-- Listed records follows --
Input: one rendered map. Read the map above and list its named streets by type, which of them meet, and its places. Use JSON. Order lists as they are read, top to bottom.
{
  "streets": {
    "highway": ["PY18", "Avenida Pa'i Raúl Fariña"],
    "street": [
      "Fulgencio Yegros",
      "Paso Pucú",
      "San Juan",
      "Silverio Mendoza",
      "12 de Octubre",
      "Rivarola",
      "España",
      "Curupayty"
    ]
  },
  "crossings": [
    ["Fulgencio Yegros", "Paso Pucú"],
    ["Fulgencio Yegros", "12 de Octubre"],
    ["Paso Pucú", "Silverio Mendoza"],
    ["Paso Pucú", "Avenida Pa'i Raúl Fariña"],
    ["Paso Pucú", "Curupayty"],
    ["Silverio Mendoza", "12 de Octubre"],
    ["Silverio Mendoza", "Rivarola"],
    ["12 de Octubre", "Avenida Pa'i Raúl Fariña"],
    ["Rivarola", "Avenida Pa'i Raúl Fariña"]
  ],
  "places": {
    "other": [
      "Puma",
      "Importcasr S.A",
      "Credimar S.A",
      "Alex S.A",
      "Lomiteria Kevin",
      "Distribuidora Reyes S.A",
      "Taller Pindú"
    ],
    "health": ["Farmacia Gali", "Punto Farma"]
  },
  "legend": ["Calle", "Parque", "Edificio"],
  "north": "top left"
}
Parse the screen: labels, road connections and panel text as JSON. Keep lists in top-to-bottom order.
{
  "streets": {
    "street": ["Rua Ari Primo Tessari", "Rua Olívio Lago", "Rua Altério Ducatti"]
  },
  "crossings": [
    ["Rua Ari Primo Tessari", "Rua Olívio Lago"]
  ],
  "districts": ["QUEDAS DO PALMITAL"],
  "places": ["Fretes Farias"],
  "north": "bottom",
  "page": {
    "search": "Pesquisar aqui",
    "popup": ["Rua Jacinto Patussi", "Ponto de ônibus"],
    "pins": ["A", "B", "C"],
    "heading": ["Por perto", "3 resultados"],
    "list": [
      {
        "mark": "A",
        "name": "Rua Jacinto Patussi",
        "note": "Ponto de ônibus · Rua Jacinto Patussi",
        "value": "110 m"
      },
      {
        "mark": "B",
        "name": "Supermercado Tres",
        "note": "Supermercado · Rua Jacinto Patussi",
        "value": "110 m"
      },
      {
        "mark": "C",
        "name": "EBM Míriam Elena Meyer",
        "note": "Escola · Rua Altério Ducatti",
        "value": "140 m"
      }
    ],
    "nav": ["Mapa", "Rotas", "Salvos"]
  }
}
-- Listed records concluded --
## Work to complete
Examine the entries and say how many of their lines hold the word "Jacinto". No other words should accompany the number.

## Result of the exercise
4